Light boxes are a good alternative remedy. This therapy involves sitting in front of a special box for an hour or two each day, during this time jobs such as paper work, reading, sewing etc can be done. A similar product is a dawn simulator light which wakes you up gradually with a dawn mimicking light for up to two hours before you want to get up.
Our bodies manufacture vitamin D from sunlight, which is essential for keeping our bones strong and healthy. However, our bodies cannot create vitamin D in the winter sun as the UVB radiation is not strong enough; so it is best to top up our bodily reserves with the help of oily fish, meat and eggs.
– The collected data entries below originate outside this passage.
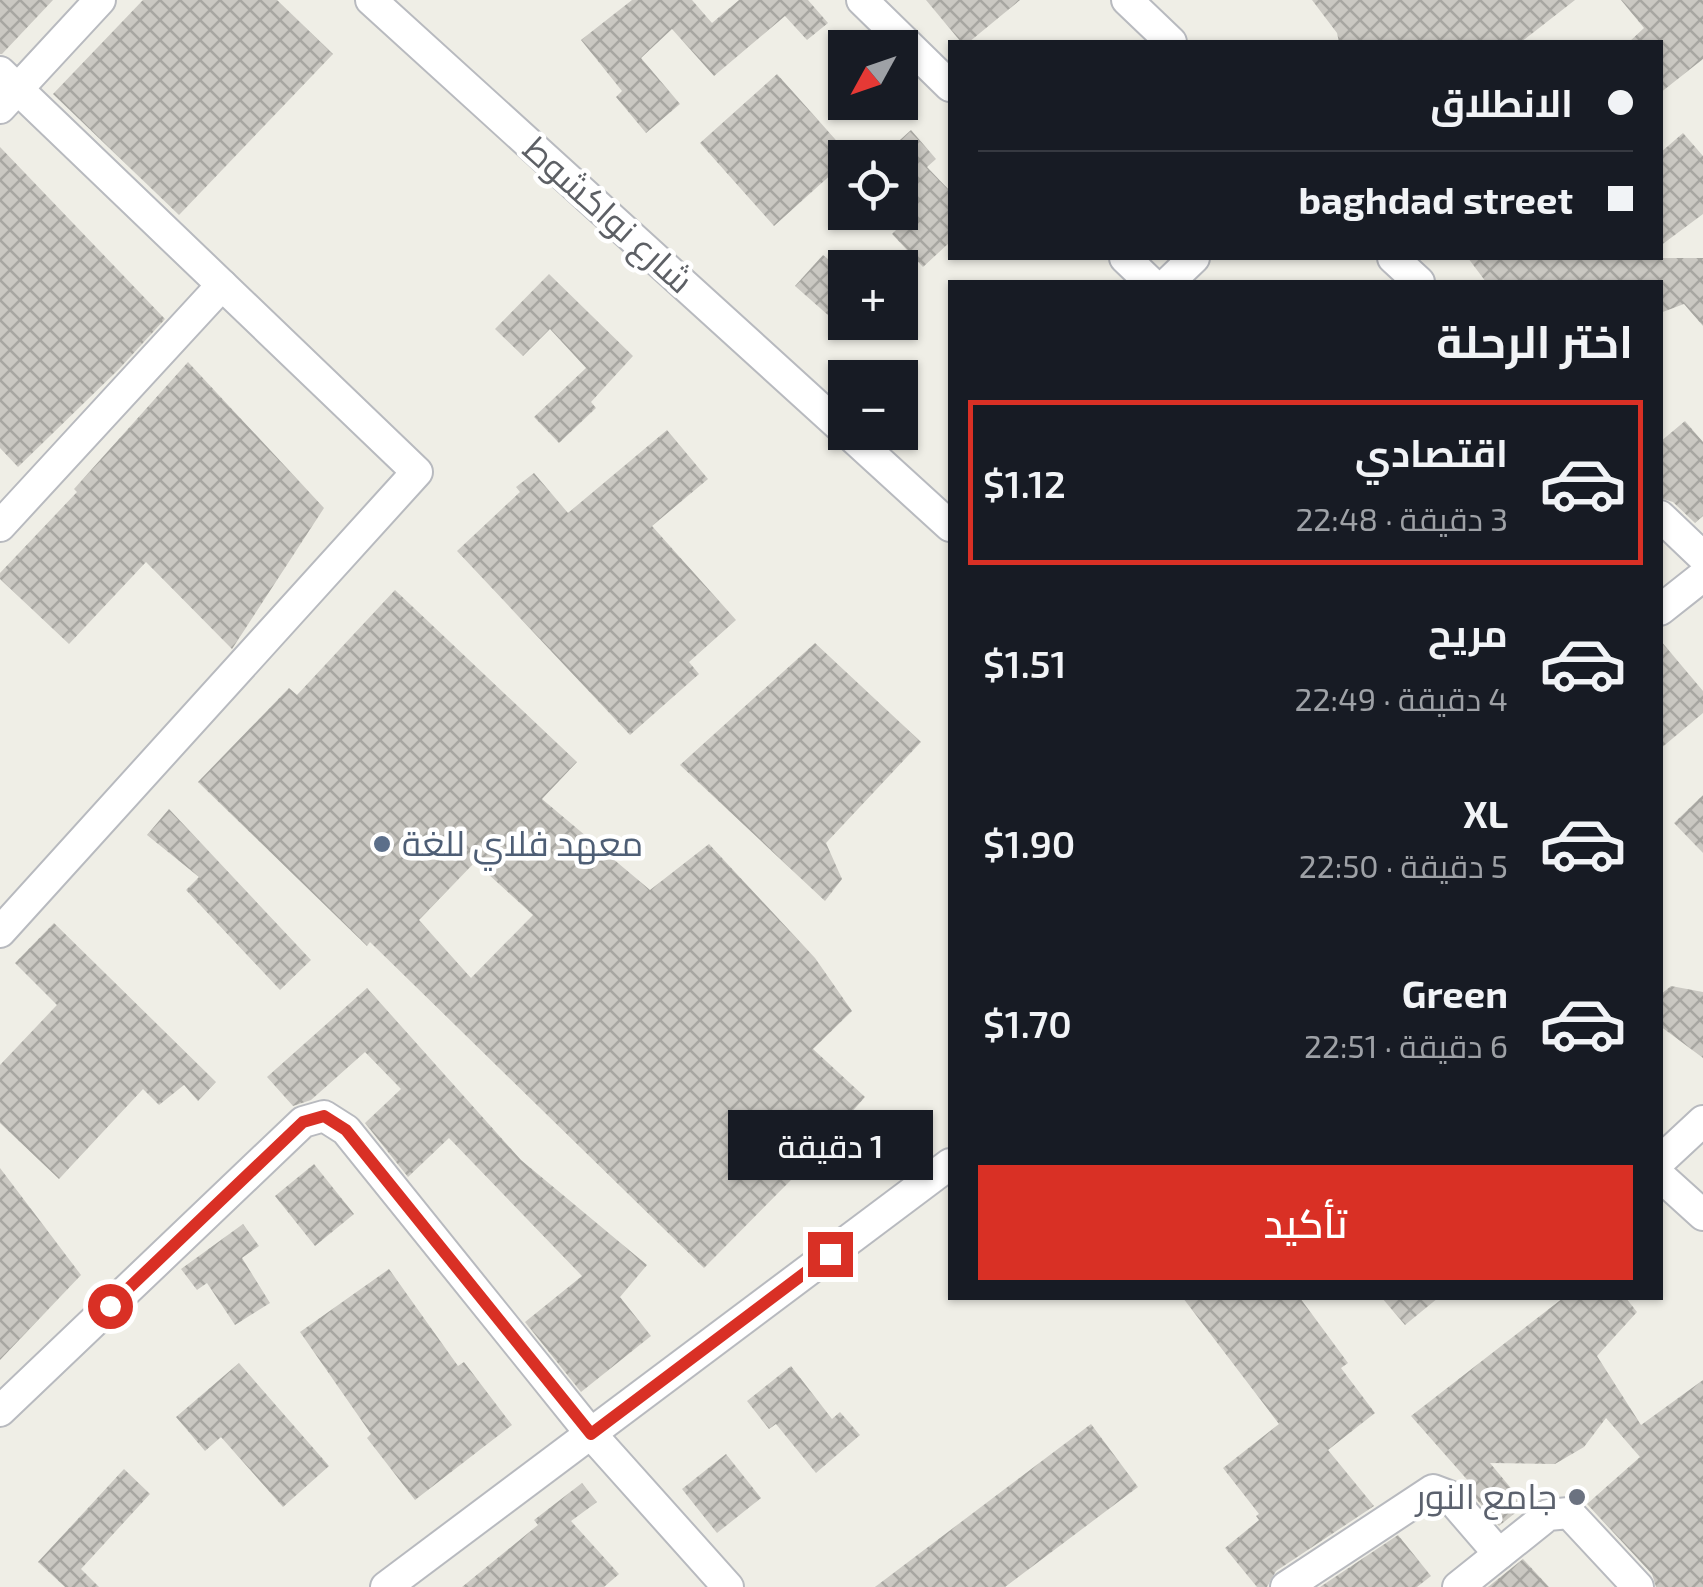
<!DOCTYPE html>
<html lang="ar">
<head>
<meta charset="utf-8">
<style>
  body { margin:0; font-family:"Exo 2",Cairo,sans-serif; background:#242831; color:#f1f3f6; direction:rtl; height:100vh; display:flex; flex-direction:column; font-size:38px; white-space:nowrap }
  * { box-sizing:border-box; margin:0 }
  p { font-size:32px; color:#9ea1a6 }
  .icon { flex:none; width:55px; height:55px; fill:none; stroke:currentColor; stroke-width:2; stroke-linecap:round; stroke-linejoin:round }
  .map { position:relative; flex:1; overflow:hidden; direction:ltr }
  .drawer { position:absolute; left:948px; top:280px; width:715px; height:1020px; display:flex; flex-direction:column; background:#171b24; border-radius:0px; box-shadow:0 2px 8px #0004; direction:rtl }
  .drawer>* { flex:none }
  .top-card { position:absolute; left:948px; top:40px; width:715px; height:220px; border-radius:0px; box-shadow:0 2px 8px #0004; direction:rtl; display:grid; align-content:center; height:220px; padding:0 30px; background:#171b24 }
  .needle { width:65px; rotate:230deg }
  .controls { position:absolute; left:828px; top:30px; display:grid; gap:20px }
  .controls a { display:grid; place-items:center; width:90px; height:90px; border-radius:0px; background:#171b24; box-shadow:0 2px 8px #0004; font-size:50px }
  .end { position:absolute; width:45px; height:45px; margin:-22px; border:12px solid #d93025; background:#fff; box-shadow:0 0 0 5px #fff }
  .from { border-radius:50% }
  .bubble { position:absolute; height:70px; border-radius:0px; background:#171b24; box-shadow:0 2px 8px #0004; font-size:32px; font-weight:600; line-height:70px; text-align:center; direction:rtl }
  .top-card b { display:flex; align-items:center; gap:35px; height:95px; font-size:38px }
  .top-card b+b { border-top:2px solid #363941 }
  .top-card i { width:25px; height:25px; background:#f1f3f6 }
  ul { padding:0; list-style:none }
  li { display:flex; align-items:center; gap:30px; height:165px; margin:0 20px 15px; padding:0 10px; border:5px solid transparent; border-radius:0px }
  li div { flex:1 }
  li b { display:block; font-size:38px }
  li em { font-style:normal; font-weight:600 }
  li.current { border-color:#d93025 }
  li>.icon { width:90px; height:90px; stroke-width:1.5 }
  h2 { padding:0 30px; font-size:45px; line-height:120px }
  .primary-button { display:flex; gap:20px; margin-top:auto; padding:20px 30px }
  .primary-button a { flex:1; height:115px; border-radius:0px; background:#d93025; color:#fff; font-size:40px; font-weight:600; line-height:115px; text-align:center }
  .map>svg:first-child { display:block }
  .building { fill:url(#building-cross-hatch); fill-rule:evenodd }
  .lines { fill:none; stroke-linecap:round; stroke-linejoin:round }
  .minor-casing { stroke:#b8babf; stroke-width:34 }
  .minor { stroke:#fff; stroke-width:30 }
  .route { stroke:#d93025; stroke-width:12 }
  .service-dot { fill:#5c6f8a; stroke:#fff; stroke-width:4 }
  .worship-dot { fill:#6b7280; stroke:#fff; stroke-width:4 }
  .labels { text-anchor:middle; stroke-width:9; stroke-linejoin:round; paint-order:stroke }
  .street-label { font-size:35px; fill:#5d6065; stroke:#fff }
  .service-label { font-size:35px; fill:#4e5e75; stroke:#fff; text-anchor:start }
  .worship-label { font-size:35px; fill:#5b616d; stroke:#fff; text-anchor:end }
</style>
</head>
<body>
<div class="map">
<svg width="1703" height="1587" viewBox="0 0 1703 1587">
  <defs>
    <pattern id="building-cross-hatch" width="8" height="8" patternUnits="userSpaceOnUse" patternTransform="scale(2.5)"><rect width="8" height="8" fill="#cac8c2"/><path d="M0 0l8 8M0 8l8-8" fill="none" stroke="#a7a6a1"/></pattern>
  </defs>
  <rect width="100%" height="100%" fill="#efeee6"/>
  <g class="building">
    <path d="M0 0H53L2 54H0Z"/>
    <path d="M143 0H277L333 54 179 215 53 94Z"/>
    <path d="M632 0H692L712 23 739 0H808L828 23 807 40 785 16 714 76 672 29 641 58 680 104 646 133 616 97 622 91 581 40Z"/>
    <path d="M926 0H1020L969 42H961Z"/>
    <path d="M1312 0H1575L1521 42H1339L1337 33Z"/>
    <path d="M1621 0H1703V59L1660 93V42H1629L1644 28Z"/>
    <path d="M777 74 851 157 845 158V162L774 226 700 143Z"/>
    <path d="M911 130 936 159 927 167 950 191V242L923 267 892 234 900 226V158H880Z"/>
    <path d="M1683 133 1703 156V214L1660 246V153Z"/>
    <path d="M0 147 165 319 119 369 18 467 0 448Z"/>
    <path d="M823 255 845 273V330L795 286Z"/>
    <path d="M1468 258H1703V326L1684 304 1660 313V282H1486Z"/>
    <path d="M549 274 633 356 591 402 596 408 559 443 534 417 586 368 550 329 523 356 495 329Z"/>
    <path d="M188 362 324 508 232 649 146 562 69 644 0 579V573L77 492 74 489Z"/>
    <path d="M1685 421 1703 442V516L1695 523 1673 502 1660 498V442Z"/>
    <path d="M667 430 708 479 652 526 736 620 689 662 699 674 630 735 457 551 520 492 516 487 534 473 568 513Z"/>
    <path d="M395 590 577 762 542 799 650 890 709 844 815 958 852 1011 813 1049 865 1097 791 1180 704 1268 370 942 367 946 198 782 289 688 297 695ZM475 862 533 915 471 978 419 920Z"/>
    <path d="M1660 640 1703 691V713L1660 749Z"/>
    <path d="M815 643 921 742 826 843 842 879 825 901 680 765Z"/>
    <path d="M1703 795V853L1674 823Z"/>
    <path d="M169 809 311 960 280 990 186 890 199 877 147 835Z"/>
    <path d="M54 923 216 1082 198 1101 184 1085 159 1105 143 1089 59 1179 0 1123V1065L57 1005 15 963Z"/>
    <path d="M1671 986 1703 992V1058L1660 1026V995Z"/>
    <path d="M367 988 521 1160 647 1265 620 1297 651 1336 581 1392 525 1322 582 1276 449 1138 408 1177 365 1123 401 1089 365 1052 311 1100 293 1106 267 1077Z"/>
    <path d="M314 1164 354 1214 315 1246 275 1196Z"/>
    <path d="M0 1168 81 1275 0 1360Z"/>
    <path d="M243 1224 259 1246 242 1258 270 1303 235 1325 207 1283 197 1290 181 1269Z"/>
    <path d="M389 1269 458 1366 464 1362 512 1425 415 1500 367 1438 371 1434 300 1332Z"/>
    <path d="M1183 1298H1300L1348 1363 1341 1368 1375 1413 1328 1450 1374 1506 1276 1571 1267 1587H1257L1225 1548 1259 1520 1256 1516 1259 1514 1223 1468 1279 1424Z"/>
    <path d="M1382 1298H1438L1405 1325Z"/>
    <path d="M1563 1298H1626L1637 1312 1597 1356 1641 1425 1703 1380V1587H1656L1652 1574 1587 1504 1640 1457 1606 1418 1584 1447 1555 1464 1490 1463 1525 1505 1499 1526 1467 1488 1471 1484 1411 1416Z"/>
    <path d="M239 1363 329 1466 283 1507 221 1437 205 1451 176 1417Z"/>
    <path d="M791 1366 832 1419 840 1412 860 1435 816 1473 776 1424 769 1429 747 1401Z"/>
    <path d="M1091 1424 1138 1487 1005 1587H875Z"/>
    <path d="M726 1454 761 1498 717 1533 682 1489Z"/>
    <path d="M124 1469 150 1494 81 1569 99 1587H65L38 1562Z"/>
    <path d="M582 1483 597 1502 571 1521 619 1574 604 1587H462L538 1525 534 1520Z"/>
    <path d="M1398 1535 1431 1576 1417 1587H1320Z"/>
    <path d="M1523 1559 1549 1587H1488Z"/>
  </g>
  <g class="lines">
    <g class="minor-casing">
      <g id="minor">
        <path d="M371 0 845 431"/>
        <path d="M862 0 950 86"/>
        <path d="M1127 0 1171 42"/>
        <path d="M0 72 417 472 0 932"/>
        <path d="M0 108 100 0"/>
        <path d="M1125 258 1150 282"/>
        <path d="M1393 258 1419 282"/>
        <path d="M1169 282 1194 258"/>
        <path d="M847 432 950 526"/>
        <path d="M1660 516 1703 557"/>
        <path d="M0 526 222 285"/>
        <path d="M1660 610 1703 576"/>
        <path d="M1660 1161 1703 1121"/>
        <path d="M1660 1176 1703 1215"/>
        <path d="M0 1411 303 1122 324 1116 346 1130 591 1434 728 1587"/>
        <path d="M386 1587 950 1164"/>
        <path d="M1286 1587 1433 1490 1449 1496 1499 1554"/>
        <path d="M1458 1587 1548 1515 1569 1513 1638 1587"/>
      </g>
    </g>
    <use href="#minor" class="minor"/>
  </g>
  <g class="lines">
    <path class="route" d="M110 1306 303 1122 324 1116 346 1130 591 1434 830 1254"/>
  </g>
  <circle class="service-dot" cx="382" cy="844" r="10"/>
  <circle class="worship-dot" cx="1577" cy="1497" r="10"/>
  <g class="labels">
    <g class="street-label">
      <text transform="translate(608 215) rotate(42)" y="12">شارع نواكشوط</text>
    </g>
    <g class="service-label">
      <text x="402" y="856">معهد فلاي للغة</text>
    </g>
    <g class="worship-label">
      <text x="1557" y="1509">جامع النور</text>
    </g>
  </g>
</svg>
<div class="controls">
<a><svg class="needle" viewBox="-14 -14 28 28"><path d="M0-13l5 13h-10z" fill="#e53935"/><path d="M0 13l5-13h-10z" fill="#9ea1a6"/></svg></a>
<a><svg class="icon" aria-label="locate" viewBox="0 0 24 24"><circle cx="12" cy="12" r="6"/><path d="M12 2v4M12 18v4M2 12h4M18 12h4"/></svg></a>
<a>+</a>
<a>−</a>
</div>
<i class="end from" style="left:110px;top:1306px"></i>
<i class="end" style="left:830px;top:1254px"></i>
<div class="bubble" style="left:728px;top:1110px;width:205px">1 دقيقة</div>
<div class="top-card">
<b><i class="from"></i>الانطلاق</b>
<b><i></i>baghdad street</b>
</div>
<section class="drawer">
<h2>اختر الرحلة</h2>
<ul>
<li class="current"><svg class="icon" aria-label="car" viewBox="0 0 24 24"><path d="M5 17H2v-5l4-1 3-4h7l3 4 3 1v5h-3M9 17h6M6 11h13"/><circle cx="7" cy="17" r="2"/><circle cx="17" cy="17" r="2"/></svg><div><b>اقتصادي</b><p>3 دقيقة · 22:48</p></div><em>$1.12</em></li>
<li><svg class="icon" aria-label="car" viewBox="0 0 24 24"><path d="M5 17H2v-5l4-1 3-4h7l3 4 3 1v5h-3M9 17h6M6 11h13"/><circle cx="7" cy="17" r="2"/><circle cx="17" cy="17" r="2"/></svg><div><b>مريح</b><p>4 دقيقة · 22:49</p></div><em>$1.51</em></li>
<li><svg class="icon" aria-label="car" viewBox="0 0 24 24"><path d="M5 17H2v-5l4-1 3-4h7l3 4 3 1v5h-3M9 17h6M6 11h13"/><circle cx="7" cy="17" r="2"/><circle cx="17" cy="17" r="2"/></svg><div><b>XL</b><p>5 دقيقة · 22:50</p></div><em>$1.90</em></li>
<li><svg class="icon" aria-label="car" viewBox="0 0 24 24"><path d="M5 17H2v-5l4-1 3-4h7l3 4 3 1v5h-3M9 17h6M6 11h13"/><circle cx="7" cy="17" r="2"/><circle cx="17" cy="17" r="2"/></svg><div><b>Green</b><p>6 دقيقة · 22:51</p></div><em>$1.70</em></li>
</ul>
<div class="primary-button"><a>تأكيد</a></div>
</section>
</div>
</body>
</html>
A supplement is also available in tablet or liquid form from pharmacies and should be taken be people who are at risk of vitamin D deficiency, including pregnant women, children under five and people aged 65 and over.
It is also important to keep on top of our general health as the winter months approach. So be sure to get sufficient sleep, keep a balanced diet with plenty of fruit and vegetables, avoid smoking and stress, and be get plenty of fresh air and exercise.
If you have any questions about supplements, for example if they are suitable to take with your prescribed medication, please ask you pharmacist.